Stored data entries:
════════════════════

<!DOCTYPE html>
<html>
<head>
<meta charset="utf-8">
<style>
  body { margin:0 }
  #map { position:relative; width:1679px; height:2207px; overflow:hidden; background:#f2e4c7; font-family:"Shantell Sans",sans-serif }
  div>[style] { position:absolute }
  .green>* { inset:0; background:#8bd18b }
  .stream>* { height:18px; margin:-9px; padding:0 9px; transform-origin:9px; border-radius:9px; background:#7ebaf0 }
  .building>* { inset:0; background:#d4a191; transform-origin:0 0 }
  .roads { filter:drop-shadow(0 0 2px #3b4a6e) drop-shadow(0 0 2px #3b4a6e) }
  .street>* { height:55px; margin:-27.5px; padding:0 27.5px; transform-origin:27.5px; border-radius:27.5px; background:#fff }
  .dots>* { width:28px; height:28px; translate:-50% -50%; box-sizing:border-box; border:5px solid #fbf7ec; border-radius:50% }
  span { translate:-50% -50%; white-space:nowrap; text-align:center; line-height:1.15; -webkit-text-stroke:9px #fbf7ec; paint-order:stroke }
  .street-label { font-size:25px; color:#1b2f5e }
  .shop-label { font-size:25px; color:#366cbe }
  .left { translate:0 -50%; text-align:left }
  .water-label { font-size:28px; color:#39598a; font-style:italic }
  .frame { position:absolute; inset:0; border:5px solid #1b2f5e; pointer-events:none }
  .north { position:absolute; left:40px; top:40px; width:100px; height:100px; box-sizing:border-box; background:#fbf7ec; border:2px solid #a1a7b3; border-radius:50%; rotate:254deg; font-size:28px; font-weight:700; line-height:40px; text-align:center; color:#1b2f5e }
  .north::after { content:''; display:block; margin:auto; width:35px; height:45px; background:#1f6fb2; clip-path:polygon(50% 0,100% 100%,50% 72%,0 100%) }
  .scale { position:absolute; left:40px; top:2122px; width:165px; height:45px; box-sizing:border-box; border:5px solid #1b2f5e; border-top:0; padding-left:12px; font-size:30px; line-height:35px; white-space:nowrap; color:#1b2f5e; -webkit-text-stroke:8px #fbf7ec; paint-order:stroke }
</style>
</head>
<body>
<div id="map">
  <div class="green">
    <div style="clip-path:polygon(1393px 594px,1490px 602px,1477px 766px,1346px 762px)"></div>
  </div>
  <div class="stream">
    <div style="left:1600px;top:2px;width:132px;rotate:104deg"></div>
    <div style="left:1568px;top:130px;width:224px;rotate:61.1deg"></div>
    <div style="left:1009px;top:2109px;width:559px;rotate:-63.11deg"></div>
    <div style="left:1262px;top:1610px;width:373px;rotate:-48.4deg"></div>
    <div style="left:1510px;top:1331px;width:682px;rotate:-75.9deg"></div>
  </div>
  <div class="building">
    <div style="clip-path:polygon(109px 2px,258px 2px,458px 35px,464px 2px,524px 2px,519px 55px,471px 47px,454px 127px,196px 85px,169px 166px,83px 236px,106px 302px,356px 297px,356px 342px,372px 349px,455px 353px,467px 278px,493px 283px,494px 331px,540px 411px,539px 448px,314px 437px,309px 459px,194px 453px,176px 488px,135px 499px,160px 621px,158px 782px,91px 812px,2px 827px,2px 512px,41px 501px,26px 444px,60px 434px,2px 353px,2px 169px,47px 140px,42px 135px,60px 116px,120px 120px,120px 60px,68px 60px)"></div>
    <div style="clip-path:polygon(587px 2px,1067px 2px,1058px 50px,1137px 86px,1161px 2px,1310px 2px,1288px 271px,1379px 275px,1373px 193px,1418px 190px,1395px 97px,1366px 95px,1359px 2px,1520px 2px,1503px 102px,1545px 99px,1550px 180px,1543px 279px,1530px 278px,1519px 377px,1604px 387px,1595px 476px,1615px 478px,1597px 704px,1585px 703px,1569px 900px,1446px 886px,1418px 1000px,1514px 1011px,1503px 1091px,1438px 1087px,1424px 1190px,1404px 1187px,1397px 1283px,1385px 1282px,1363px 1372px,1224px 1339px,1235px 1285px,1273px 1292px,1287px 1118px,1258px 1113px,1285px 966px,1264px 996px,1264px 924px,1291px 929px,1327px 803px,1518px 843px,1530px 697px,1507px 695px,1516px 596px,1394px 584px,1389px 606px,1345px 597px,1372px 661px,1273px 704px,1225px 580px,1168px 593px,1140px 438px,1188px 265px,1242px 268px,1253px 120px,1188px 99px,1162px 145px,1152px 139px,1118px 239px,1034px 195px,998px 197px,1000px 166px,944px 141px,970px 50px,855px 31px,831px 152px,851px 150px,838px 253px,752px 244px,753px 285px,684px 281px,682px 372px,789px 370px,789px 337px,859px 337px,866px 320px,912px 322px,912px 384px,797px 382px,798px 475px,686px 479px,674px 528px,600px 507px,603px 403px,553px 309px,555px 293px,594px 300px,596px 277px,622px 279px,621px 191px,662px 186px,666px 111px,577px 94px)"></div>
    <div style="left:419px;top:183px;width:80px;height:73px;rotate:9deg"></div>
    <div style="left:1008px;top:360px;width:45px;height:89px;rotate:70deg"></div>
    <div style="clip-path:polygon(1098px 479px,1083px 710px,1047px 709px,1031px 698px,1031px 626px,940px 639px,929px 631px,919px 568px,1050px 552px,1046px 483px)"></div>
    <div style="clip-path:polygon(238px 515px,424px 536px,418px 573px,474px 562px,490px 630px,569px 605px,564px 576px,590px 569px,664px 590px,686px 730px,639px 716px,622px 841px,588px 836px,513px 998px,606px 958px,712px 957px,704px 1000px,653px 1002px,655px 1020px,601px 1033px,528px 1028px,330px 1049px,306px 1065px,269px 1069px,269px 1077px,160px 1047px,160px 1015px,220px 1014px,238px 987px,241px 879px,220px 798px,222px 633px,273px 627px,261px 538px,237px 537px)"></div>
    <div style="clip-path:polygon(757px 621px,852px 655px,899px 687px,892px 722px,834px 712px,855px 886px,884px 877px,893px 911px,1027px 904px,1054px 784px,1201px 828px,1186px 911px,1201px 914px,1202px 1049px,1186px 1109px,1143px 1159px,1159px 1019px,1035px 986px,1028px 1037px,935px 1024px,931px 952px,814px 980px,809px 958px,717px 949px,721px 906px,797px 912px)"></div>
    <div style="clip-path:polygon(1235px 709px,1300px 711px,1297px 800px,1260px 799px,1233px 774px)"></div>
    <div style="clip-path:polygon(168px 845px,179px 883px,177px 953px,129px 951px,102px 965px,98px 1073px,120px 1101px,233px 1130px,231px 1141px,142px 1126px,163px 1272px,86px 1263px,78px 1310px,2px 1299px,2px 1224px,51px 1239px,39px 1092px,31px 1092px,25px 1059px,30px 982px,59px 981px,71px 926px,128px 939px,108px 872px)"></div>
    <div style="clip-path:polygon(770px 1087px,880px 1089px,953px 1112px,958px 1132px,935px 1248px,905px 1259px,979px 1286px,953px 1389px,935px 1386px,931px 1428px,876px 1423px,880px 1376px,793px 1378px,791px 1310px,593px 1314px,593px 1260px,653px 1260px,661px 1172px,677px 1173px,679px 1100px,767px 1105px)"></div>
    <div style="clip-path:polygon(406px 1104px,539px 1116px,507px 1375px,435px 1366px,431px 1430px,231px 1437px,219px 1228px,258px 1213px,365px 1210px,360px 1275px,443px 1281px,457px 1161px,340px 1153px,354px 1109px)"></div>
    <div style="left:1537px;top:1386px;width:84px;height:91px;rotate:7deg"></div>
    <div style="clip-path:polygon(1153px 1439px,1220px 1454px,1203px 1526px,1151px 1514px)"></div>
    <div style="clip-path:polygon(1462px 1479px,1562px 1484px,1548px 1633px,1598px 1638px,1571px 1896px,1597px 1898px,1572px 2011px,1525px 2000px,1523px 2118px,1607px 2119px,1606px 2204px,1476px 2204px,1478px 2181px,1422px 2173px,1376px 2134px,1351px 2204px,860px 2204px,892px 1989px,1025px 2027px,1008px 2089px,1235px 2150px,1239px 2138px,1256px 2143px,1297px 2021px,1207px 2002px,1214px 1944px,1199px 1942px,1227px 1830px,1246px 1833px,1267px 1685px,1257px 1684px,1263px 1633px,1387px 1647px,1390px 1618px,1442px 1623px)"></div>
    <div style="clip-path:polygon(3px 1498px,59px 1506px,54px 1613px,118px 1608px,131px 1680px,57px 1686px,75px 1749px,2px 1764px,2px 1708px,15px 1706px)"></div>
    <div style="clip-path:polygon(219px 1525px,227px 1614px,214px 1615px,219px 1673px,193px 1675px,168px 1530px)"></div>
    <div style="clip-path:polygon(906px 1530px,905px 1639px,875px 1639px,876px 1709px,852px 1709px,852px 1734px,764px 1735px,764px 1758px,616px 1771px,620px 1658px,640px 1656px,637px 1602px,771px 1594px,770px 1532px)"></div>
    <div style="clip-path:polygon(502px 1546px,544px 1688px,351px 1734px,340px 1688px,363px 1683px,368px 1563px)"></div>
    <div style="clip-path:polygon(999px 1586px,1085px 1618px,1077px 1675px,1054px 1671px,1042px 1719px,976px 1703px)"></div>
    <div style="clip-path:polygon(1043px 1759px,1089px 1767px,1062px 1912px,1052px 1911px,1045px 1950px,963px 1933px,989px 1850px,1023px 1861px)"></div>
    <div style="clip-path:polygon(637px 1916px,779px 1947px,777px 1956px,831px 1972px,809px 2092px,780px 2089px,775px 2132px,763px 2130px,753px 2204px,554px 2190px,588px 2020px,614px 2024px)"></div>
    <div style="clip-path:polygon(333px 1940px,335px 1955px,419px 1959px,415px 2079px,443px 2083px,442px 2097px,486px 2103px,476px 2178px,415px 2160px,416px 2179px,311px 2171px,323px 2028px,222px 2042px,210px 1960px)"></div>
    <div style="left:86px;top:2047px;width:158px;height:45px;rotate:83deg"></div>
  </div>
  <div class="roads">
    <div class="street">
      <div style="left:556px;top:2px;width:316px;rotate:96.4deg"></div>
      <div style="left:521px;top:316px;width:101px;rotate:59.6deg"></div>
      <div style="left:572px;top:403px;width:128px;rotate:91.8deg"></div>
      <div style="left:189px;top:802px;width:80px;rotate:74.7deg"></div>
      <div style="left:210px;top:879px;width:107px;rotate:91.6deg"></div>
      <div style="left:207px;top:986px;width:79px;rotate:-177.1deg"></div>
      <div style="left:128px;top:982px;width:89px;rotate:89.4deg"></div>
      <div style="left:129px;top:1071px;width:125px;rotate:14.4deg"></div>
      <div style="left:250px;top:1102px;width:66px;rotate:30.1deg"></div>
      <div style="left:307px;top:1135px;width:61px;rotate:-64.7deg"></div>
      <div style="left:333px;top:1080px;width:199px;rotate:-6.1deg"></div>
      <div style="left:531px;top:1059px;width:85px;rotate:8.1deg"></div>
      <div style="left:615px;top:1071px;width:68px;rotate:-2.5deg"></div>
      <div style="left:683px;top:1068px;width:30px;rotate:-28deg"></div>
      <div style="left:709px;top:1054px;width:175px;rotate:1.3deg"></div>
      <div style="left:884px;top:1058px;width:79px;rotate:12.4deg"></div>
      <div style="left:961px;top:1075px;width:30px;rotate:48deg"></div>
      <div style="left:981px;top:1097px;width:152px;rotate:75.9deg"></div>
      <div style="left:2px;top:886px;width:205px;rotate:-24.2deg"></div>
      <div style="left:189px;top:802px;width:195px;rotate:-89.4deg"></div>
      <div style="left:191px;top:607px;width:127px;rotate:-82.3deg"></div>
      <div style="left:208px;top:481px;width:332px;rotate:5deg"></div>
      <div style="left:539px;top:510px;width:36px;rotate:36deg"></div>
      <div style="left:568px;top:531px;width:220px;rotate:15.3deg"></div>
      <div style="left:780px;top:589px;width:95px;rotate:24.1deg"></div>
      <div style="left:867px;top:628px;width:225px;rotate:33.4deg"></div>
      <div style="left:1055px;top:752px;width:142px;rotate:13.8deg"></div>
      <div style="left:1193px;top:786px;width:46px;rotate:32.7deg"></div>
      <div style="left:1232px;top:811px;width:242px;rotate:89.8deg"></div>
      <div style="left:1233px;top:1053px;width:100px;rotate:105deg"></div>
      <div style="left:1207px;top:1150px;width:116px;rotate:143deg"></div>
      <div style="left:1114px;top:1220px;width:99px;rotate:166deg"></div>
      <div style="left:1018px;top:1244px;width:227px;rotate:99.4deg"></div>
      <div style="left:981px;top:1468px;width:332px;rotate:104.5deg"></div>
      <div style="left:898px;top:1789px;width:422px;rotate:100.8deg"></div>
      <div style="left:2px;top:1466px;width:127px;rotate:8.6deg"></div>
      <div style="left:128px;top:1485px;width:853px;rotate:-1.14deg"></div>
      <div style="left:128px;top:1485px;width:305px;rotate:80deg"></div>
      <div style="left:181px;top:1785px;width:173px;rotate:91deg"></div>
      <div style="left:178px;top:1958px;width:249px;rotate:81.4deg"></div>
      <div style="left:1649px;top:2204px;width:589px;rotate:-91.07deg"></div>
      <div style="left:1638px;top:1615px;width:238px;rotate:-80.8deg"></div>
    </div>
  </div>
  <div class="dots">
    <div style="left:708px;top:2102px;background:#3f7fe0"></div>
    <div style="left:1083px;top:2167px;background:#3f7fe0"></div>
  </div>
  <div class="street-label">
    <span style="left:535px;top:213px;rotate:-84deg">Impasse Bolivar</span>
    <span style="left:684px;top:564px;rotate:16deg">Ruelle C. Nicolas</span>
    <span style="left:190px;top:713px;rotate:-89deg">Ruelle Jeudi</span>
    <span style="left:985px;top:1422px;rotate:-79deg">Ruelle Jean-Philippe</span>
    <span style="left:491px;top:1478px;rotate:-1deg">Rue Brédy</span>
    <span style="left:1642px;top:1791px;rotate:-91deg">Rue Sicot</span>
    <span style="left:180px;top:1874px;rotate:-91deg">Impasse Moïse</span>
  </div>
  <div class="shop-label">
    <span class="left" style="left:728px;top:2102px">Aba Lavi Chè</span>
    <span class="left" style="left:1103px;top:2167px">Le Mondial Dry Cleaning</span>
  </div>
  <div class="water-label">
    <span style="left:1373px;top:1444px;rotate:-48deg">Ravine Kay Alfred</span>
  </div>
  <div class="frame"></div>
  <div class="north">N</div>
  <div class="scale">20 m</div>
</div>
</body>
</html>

════════════════════

* WHAT IS EXPECTED
Output each line exactly, from the first line of the data down to the line that contains "position:relative; width:1679px; height:2207px;", both included.

* WRITTEN RESPONSE
<!DOCTYPE html>
<html>
<head>
<meta charset="utf-8">
<style>
  body { margin:0 }
  #map { position:relative; width:1679px; height:2207px; overflow:hidden; background:#f2e4c7; font-family:"Shantell Sans",sans-serif }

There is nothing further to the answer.